From London's Camden and Portobello, to Marrakech's souks and Amsterdam's Waterloo Square, some of the world's greatest markets started out as flea markets or as spatterings of stalls. Now two local girls are putting Tauranga on the market map, with their weekend Little Big Markets and the new Mount Flea market, writes Annemarie Quill.
Markets returned to the Mount last weekend with Little Big Markets kicking off the season again on Saturday, followed on Sunday by newcomer Mount Flea Market.
Naomi Morten can't wait.
"I never buy anything new. I get everything from markets or op shops. It is not about price. It's the thrill of discovery - finding something unique that no one else has - whether it is a trinket or gift, dress or shoes."
This year, Naomi is wearing those shoes on the other foot and morphing from market shopper to stallholder. Today, she makes her debut as a retailer, selling finger puppets at Little Big Markets.
"I was drawn to these markets last year with so many people showcasing talents.
I love making things so why not give it a go?"
Naomi is one of scores of new stallholders this season. Organiser Rachelle Duffy started last year with a few stalls but, this year, the market has mushroomed to 80 stalls.
"The market has got so big so quickly that I am already talking to Mayor Stuart Crosby about expansion, and hope to introduce a food and liquor license soon. Lots of families come, not just to shop but eat. The gourmet pies sell over 200 pies in a couple of hours. This year, we have wood-fired pizzas and I am working on a license so you can have a glass of wine with that."
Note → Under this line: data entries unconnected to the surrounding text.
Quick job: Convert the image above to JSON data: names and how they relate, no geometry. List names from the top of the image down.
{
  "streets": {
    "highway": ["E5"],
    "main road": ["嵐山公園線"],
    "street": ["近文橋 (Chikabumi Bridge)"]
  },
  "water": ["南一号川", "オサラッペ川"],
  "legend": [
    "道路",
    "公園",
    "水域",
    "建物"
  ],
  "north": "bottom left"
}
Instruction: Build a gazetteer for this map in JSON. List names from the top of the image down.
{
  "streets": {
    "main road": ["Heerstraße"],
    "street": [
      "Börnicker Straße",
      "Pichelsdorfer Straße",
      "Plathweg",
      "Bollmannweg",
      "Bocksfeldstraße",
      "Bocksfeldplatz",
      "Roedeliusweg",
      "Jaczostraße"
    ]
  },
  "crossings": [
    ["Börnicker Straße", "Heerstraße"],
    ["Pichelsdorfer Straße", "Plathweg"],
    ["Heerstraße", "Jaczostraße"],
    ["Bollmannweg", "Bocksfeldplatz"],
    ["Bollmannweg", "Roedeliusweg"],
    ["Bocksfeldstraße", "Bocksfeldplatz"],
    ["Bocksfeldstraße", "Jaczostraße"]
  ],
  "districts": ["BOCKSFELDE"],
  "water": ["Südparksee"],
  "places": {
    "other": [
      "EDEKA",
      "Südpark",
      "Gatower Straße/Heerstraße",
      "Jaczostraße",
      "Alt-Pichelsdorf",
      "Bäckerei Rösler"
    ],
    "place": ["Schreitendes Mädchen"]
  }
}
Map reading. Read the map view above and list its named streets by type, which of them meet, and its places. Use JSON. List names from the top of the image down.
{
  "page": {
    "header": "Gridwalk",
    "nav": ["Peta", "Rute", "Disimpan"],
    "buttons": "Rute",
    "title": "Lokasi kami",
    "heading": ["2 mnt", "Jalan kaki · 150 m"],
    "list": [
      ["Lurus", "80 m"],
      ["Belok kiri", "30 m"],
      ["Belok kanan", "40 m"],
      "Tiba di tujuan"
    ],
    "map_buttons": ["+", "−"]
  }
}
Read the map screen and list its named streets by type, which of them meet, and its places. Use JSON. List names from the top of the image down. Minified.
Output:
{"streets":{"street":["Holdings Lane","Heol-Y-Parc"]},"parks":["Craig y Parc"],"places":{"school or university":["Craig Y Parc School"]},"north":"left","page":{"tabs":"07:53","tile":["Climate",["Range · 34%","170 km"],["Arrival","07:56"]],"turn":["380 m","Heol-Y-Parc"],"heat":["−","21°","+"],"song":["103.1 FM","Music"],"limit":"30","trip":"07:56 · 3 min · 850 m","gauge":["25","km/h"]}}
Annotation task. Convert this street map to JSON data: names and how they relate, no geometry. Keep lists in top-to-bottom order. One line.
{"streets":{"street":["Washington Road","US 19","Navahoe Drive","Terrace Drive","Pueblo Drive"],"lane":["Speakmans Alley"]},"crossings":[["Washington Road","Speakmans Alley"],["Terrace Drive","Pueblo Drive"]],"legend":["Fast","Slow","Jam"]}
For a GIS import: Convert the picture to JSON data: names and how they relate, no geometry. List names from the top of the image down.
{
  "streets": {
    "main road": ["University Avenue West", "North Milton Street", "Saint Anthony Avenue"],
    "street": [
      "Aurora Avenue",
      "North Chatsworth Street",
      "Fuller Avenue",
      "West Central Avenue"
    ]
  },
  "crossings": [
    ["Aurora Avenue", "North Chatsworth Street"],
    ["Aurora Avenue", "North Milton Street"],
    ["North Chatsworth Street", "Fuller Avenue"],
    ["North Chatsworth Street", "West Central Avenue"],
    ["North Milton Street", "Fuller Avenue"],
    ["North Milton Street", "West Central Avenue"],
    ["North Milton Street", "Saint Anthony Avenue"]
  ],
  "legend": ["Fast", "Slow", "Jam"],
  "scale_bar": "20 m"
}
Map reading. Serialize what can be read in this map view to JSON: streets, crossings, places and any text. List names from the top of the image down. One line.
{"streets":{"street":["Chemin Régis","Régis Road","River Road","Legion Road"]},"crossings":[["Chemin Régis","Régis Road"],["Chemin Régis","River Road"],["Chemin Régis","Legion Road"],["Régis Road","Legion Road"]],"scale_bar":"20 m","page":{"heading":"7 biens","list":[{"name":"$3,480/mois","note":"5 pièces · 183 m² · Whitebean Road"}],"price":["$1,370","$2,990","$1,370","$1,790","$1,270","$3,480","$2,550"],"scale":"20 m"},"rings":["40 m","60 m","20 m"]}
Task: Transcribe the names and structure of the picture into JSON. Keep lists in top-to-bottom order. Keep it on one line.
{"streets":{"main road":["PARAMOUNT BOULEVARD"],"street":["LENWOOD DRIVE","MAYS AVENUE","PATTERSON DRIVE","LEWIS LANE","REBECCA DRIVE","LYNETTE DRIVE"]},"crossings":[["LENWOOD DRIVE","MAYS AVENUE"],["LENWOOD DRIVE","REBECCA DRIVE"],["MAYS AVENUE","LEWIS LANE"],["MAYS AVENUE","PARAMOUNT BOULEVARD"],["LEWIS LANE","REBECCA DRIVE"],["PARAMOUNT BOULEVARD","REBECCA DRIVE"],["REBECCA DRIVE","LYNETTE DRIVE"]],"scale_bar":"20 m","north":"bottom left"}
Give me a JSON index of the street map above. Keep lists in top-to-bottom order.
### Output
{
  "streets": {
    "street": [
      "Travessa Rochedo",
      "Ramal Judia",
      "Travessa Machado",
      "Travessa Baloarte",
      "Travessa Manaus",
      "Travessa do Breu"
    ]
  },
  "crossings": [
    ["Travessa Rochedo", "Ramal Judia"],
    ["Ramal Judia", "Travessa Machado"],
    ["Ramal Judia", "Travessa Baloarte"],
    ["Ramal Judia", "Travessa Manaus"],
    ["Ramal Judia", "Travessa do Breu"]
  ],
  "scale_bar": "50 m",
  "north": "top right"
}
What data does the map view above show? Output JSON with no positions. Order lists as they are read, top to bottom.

Rachelle says markets create a real community buzz. Local musicians will play at the markets, among them Tiki Taane who is performing an acoustic set for a special Christmas evening market on Thursday, December 22.
"We all need a boost after Rena and people are keen to get on board," says Rachelle.
The owner of another new stallholder, Mighty Meat, is donating some of his profits to fund school sports for kids whose parents cannot afford to pay.
The first season of The Little Big Markets hosted local sellers of art, clothing, photography, jewellery, childrenswear, iced tea, home baking and gourmet pies.
This year, they are joined by additional stallholders selling children's accessories and toys, homewares, beauty products, pottery, relish and preserves, textiles, flowers, soy candles, handbags, express massages, French-inspired sleepwear, baby slings, origami and more.
Sought-after fashion stalls include Rachelle's own label, Idiom, plus Riddle Me This and vintage clothing store New Bohemian.
"People cannot get enough of vintage; it is really hot right now. Even designers making new clothes have a vintage look, " says Rachelle.
The owner of New Bohemian, Nicole Ebbett, was among the first to sign up at the market. "More people are aware that I exist, which means lots of new customers." There is such demand that Rachelle is having to turn stallholders away.
Riding this buzz, Mountie Claire Beard has opened the first Mount Flea Market on Sunday at the Senior Citizens Club in Mount Maunganui. Claire, originally from Melbourne, is passionate about offering the community a market like the ones she has visited around the world.
"Markets have been a huge part of my life. Saturdays, my sister and I would get a croissant and coffee from the Vic market, have a look at a vintage flea market and then get fresh food from the South Melbourne market. It's a real social experience - more than just going shopping."
Ultimately, she would love the Mount to have a series of markets.
"The French do it right. My favourite market in the world is Clignacourt in Paris. It goes for blocks. Go there on a Saturday morning, buy yourself a pair of jeans, pick up a French stick and veges, then stop for a glass of wine and listen to some music."
Claire hopes the Mount Flea Market will offer a similar vibe.
"We want to create a community feeling, somewhere everyone feels welcome. Charity stalls have a table for free. There will be free face painting for kids, a band from the Polytechnic and table tennis.
"It will be somewhere people come and get a bargain, or buy a pot plant or have a coffee. Get rid of all of your old stuff or sell something you're passionate about or that you've made."
Another difference to existing Bay markets is that the Mount Flea Market will open year-round and is under cover.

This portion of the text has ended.